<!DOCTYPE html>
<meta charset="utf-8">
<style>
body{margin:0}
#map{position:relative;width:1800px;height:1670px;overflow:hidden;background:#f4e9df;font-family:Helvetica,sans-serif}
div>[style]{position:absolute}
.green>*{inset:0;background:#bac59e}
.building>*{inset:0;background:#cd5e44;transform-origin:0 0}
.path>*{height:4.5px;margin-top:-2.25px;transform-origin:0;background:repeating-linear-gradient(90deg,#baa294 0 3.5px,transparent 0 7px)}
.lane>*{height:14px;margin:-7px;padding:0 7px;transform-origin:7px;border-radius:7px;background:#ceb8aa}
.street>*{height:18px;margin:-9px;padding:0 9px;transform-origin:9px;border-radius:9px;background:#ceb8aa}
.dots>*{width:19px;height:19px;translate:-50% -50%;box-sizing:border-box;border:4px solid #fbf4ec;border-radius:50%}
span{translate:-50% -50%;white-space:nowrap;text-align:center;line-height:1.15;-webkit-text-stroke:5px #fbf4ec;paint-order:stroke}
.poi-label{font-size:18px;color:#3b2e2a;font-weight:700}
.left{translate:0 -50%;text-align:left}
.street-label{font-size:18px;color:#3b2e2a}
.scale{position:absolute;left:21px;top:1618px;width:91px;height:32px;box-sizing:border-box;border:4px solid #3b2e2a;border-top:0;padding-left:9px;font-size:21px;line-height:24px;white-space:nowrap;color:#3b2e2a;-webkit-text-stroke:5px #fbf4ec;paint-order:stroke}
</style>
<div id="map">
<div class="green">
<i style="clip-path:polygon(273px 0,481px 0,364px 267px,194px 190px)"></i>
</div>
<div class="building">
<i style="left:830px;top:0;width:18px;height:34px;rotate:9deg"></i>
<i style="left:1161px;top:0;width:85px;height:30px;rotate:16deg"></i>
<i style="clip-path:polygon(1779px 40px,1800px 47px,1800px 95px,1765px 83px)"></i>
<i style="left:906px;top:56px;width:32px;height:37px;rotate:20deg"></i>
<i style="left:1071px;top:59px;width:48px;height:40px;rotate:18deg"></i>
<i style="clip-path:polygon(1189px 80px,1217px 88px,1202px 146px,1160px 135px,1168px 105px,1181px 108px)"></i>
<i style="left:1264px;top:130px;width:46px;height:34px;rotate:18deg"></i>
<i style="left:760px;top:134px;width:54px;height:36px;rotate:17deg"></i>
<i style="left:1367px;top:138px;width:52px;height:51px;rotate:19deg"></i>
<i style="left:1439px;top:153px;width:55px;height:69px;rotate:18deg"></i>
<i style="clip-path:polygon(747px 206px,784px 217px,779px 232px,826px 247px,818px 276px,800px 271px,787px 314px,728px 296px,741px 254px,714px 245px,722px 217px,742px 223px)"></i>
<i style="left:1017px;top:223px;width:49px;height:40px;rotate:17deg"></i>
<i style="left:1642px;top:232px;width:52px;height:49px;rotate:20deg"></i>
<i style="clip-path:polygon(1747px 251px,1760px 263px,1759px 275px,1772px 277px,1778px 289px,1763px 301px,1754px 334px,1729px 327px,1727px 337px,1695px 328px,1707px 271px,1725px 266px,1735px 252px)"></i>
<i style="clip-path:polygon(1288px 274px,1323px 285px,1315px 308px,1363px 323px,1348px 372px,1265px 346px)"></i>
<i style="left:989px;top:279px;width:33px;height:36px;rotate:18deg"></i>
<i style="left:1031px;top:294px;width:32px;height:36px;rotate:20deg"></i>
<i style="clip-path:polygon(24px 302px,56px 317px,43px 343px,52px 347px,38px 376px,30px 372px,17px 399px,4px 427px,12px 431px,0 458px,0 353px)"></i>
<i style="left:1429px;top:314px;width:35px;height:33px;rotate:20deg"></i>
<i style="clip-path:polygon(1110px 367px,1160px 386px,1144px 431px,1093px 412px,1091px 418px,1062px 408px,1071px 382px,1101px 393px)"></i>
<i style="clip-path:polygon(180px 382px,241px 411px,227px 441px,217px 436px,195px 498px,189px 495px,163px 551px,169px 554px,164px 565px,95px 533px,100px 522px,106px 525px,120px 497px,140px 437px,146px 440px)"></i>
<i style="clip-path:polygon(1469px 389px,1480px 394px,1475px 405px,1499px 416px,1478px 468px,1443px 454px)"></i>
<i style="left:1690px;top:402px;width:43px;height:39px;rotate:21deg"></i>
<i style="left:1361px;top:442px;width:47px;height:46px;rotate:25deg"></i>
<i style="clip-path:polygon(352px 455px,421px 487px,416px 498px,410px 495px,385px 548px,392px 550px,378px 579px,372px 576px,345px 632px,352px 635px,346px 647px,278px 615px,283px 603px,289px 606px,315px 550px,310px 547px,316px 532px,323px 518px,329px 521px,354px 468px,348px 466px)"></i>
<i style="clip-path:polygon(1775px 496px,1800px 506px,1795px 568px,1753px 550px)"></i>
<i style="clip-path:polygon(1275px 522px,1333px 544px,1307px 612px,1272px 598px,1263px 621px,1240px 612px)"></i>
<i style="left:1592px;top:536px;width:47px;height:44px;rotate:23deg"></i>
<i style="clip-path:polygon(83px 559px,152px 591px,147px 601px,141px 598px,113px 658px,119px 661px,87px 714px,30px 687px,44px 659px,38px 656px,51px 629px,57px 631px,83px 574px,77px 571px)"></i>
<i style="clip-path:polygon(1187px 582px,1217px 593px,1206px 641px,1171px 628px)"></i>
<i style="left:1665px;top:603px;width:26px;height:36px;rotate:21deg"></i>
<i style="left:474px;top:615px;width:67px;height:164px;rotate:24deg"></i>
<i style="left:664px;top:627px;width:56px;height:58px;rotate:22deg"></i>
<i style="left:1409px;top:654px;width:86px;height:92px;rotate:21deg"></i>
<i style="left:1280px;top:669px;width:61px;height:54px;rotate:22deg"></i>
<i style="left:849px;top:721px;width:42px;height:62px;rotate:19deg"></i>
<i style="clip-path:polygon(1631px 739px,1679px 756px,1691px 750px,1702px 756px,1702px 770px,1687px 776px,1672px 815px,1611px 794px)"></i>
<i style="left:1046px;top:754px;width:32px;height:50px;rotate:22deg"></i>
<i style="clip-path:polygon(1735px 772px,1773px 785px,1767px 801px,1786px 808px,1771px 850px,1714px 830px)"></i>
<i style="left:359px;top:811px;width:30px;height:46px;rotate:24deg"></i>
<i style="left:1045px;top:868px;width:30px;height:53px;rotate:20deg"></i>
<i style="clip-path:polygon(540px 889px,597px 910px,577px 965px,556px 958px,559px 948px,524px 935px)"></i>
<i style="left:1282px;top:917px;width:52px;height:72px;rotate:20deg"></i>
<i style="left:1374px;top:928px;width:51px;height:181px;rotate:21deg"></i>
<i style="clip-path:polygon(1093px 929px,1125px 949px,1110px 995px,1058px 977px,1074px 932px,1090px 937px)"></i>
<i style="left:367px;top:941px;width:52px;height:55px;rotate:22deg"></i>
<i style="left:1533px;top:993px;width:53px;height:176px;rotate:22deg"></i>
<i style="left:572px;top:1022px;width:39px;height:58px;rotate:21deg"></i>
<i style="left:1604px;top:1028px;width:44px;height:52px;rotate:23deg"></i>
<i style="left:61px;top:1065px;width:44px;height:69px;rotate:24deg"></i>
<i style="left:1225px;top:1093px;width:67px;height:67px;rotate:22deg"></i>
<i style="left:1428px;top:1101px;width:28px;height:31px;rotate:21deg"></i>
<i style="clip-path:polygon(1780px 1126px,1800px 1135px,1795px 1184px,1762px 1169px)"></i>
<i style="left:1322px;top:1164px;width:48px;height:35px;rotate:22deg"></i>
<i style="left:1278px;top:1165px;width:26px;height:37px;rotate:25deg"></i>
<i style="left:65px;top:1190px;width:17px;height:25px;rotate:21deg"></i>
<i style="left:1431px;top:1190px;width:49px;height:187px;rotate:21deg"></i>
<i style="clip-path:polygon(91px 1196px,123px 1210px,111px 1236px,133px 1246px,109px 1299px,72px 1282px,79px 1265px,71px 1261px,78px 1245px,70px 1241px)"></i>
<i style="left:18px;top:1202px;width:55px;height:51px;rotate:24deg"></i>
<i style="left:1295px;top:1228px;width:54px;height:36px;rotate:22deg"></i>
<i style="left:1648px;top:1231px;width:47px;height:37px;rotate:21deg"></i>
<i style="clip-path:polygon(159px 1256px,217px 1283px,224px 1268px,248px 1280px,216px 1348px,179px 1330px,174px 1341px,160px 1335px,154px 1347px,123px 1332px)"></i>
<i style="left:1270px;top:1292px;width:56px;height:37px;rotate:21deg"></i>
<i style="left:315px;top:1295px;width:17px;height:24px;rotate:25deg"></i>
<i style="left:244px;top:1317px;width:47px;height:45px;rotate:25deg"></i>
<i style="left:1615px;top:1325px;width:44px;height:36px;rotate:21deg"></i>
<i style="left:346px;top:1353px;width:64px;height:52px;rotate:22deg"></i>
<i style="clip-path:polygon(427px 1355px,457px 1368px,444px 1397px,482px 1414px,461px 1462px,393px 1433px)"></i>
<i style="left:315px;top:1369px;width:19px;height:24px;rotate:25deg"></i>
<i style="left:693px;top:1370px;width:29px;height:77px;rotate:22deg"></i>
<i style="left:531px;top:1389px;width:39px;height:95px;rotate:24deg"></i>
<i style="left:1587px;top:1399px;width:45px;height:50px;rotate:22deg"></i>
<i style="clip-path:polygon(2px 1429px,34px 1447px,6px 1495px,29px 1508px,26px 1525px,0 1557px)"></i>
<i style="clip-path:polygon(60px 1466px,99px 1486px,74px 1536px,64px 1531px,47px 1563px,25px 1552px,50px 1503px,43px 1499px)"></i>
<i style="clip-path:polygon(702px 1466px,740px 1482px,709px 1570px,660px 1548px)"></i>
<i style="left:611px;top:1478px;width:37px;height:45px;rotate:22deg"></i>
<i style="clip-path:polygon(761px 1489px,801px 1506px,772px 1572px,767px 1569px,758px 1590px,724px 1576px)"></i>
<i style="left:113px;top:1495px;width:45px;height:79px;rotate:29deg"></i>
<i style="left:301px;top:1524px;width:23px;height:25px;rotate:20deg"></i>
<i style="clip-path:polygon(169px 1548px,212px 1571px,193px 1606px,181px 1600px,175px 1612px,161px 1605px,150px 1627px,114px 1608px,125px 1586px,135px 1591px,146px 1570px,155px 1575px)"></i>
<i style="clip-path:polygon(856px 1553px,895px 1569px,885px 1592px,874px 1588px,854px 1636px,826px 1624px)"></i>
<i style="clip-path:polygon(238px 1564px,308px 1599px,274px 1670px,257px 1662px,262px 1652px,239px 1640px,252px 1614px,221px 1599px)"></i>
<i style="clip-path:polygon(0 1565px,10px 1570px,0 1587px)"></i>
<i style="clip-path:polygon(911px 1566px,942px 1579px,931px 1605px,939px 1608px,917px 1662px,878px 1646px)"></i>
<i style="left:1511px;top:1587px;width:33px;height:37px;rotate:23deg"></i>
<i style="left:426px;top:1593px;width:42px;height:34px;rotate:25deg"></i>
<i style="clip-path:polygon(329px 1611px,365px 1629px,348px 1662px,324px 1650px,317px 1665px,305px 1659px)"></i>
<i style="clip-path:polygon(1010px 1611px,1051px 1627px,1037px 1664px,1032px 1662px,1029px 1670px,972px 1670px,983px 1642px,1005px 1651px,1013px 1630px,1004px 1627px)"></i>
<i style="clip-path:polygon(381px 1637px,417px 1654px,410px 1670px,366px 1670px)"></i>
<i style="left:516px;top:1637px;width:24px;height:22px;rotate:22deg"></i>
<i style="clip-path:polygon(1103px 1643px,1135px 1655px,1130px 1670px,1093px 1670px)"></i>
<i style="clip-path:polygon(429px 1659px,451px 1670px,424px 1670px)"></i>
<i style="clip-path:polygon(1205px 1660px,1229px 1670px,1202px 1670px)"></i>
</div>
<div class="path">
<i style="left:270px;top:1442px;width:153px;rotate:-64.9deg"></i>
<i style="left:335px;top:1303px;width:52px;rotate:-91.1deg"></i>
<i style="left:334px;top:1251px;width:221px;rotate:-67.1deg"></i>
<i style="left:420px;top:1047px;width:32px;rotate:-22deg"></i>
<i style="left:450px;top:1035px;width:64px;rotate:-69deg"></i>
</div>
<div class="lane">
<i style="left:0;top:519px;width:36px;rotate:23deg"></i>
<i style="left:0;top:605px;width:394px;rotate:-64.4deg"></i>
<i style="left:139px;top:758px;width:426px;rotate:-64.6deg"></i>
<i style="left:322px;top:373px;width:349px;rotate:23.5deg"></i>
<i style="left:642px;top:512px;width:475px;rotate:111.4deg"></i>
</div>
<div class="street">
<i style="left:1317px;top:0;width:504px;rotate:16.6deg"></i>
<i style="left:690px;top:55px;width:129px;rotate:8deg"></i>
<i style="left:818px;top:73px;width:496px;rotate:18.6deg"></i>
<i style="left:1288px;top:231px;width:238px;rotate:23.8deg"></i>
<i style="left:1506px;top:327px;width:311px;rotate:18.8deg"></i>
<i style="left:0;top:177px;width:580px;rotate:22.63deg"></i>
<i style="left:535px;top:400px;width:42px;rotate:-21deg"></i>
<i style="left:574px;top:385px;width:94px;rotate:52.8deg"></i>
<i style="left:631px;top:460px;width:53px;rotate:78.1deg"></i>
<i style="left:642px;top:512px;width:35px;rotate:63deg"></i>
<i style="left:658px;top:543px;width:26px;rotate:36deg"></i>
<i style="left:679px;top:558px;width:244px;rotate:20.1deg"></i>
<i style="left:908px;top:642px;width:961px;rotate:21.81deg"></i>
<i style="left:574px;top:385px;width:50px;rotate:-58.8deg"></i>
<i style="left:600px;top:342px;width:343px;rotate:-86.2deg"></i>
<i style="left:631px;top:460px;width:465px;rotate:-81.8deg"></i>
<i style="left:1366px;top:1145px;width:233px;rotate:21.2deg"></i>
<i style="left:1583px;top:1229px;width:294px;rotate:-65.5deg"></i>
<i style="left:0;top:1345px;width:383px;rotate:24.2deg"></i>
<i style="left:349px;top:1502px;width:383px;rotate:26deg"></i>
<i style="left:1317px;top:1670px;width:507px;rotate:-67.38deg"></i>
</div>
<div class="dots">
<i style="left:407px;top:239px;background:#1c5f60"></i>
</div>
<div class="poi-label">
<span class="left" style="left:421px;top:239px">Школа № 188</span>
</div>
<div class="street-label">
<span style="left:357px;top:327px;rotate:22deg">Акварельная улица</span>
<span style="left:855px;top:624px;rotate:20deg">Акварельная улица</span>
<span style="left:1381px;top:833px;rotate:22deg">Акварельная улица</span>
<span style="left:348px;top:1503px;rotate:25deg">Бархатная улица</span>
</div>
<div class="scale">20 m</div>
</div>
------------
## EXERCISE DIRECTIONS
The lines needed are the ones from the first line of the entries through the line that contains "0 3.5px,transparent 0", given again without any change.

## ANSWER SPACE
<!DOCTYPE html>
<meta charset="utf-8">
<style>
body{margin:0}
#map{position:relative;width:1800px;height:1670px;overflow:hidden;background:#f4e9df;font-family:Helvetica,sans-serif}
div>[style]{position:absolute}
.green>*{inset:0;background:#bac59e}
.building>*{inset:0;background:#cd5e44;transform-origin:0 0}
.path>*{height:4.5px;margin-top:-2.25px;transform-origin:0;background:repeating-linear-gradient(90deg,#baa294 0 3.5px,transparent 0 7px)}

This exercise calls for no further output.